Ingredients
The following ingredients have 4 Servings
- 1 large cabbage of choice
- 2 tbsp sea salt
- 1 bunch green onions
- 3 carrots
- 1 small daikon radish
- 4 cloves garlic
- 2 inch fresh ginger
- 1 tsp fish sauce
- 1 tsp crushed red pepper flakes
Instruction
- Rinse cabbage and shake off excess water.
- Remove one outer leaf of the cabbage and set aside.
- Remove the core the cabbage and discard.
- Cut the cabbage into approximately 2-inch square pieces.
- Place cabbage pieces in a large bowl, sprinkle with the 2 tablespoons of salt, and toss.
- Set aside and allow to rest 30 minutes.
- While the cabbage is resting, chop the green onions into ½ inch pieces, peel and grate the carrots and daikon radish, and peel and grate the garlic and ginger.
- After the 30 minutes are up, use a wooden pounder or clean hands to gently mash the cabbage leaves to further release juices.

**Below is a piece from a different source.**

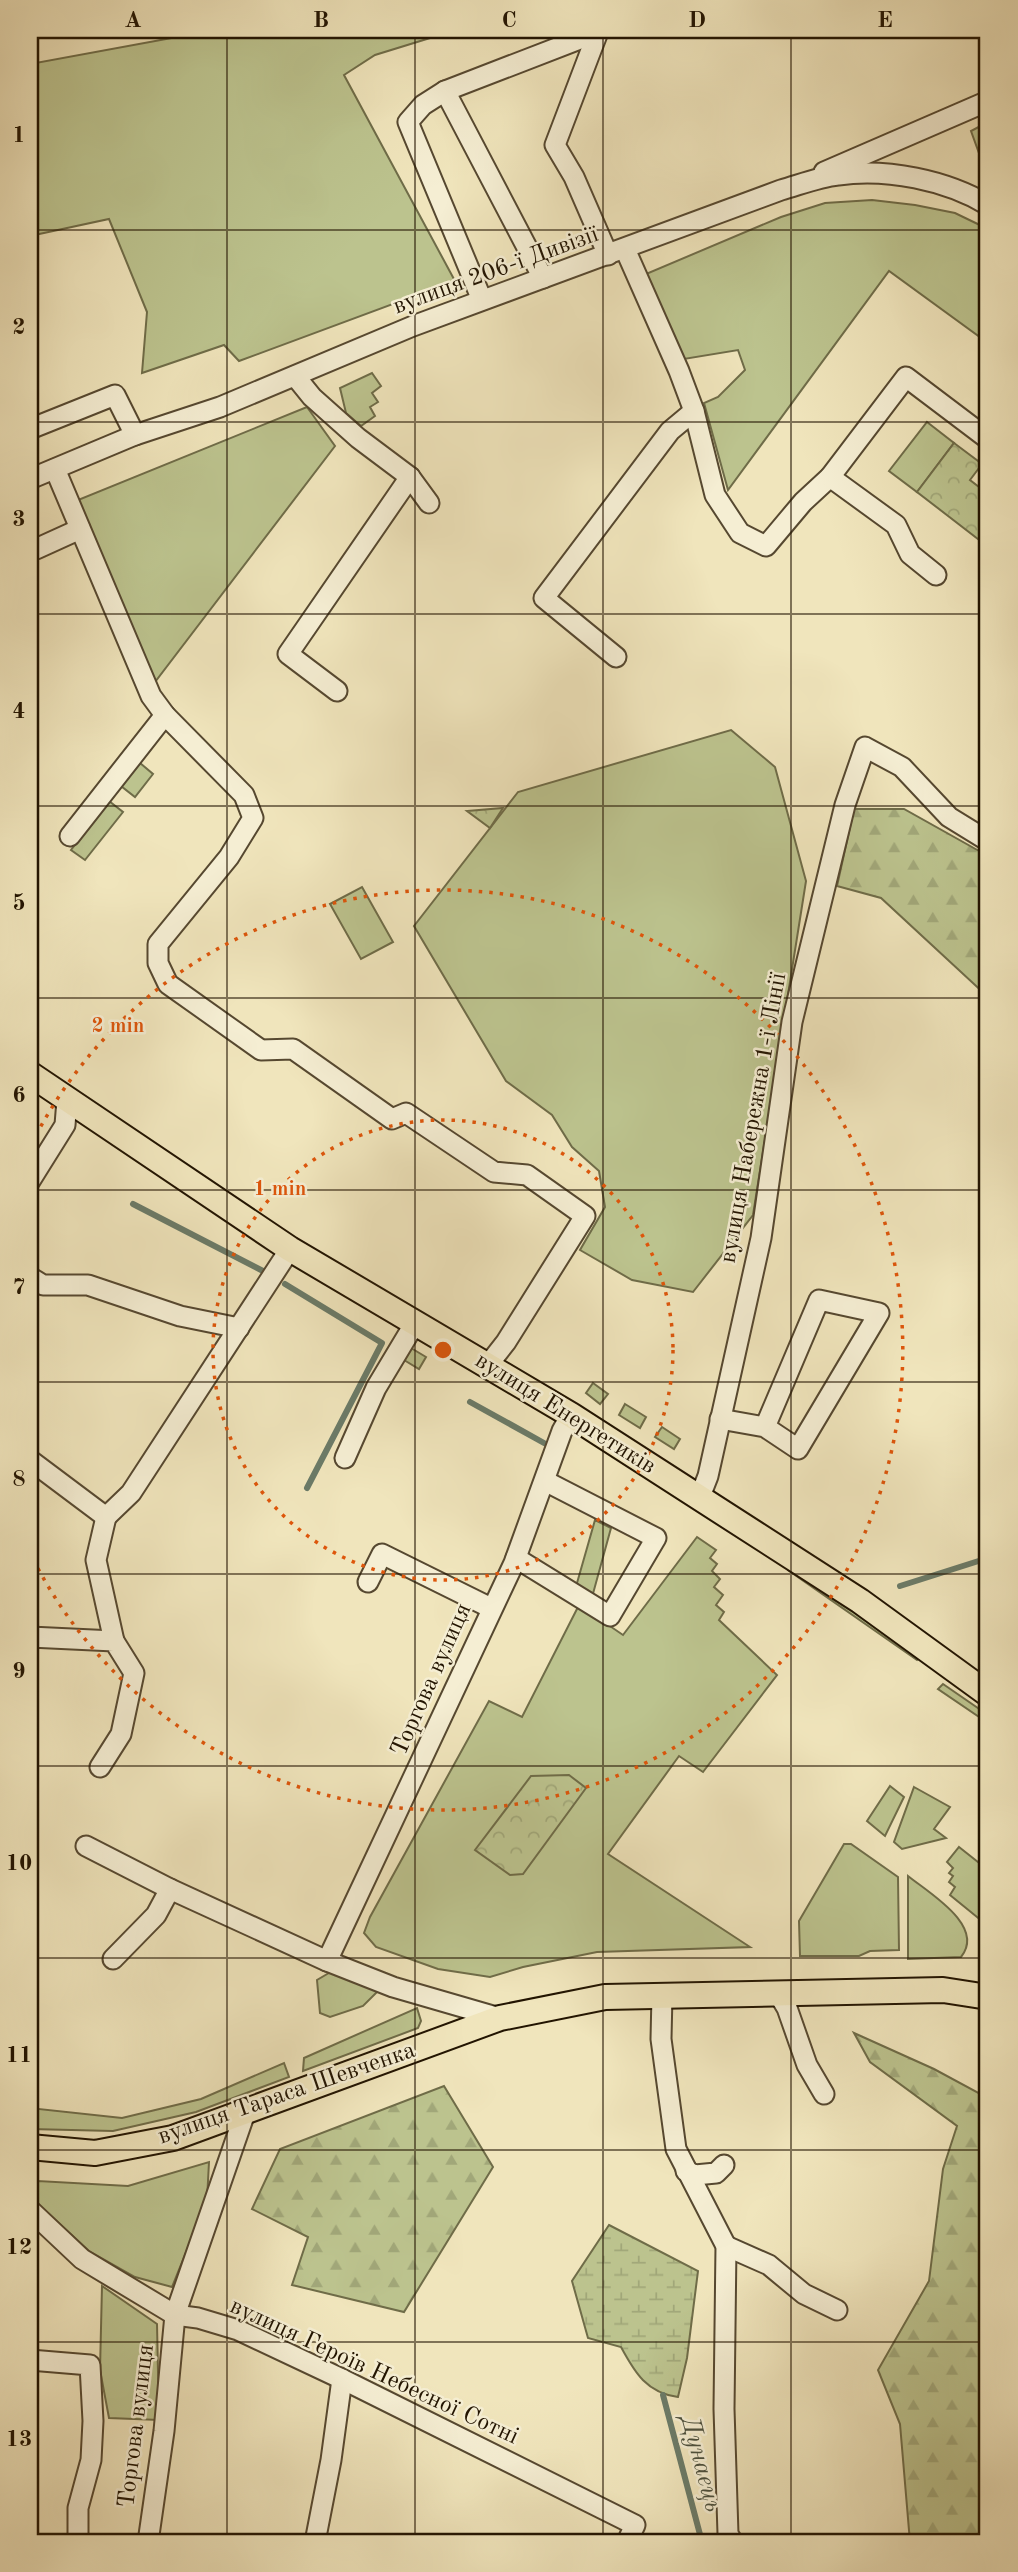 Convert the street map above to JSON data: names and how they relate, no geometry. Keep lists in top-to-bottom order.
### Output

- Add the remaining vegetables, the fish sauce, and the red pepper flakes to the bowl of cabbage and mix.
- Pack the kimchi mixture tightly into a sterilized quart-sized wide-mouth jar, filling to 1 inch below the top.
- Fold the reserved outer leaf of the cabbage to fit on top of the kimchi mixture and press it down so that the brine covers the leaf.
- Top with a glass fermenting weight to keep the mixture below the brine.
- If you need more liquid to cover the cabbage, simply add a little filtered water to the top.
- Seal the jar, place it out of direct light, and allow it to ferment for 3 to 21 days, occasionally opening the lid to release pressure. Add or remove brine as needed throughout fermentation if the level is not maintained at 1-inch below the lip of the jar. You should see occasional tiny bubbles rising along the inner sides of the jar as the veggies begin to ferment.
- Refrigerate the finished kimchi after fermenting.
- Serve with beef, chicken, pork, seafood or alongside rice or other vegetables.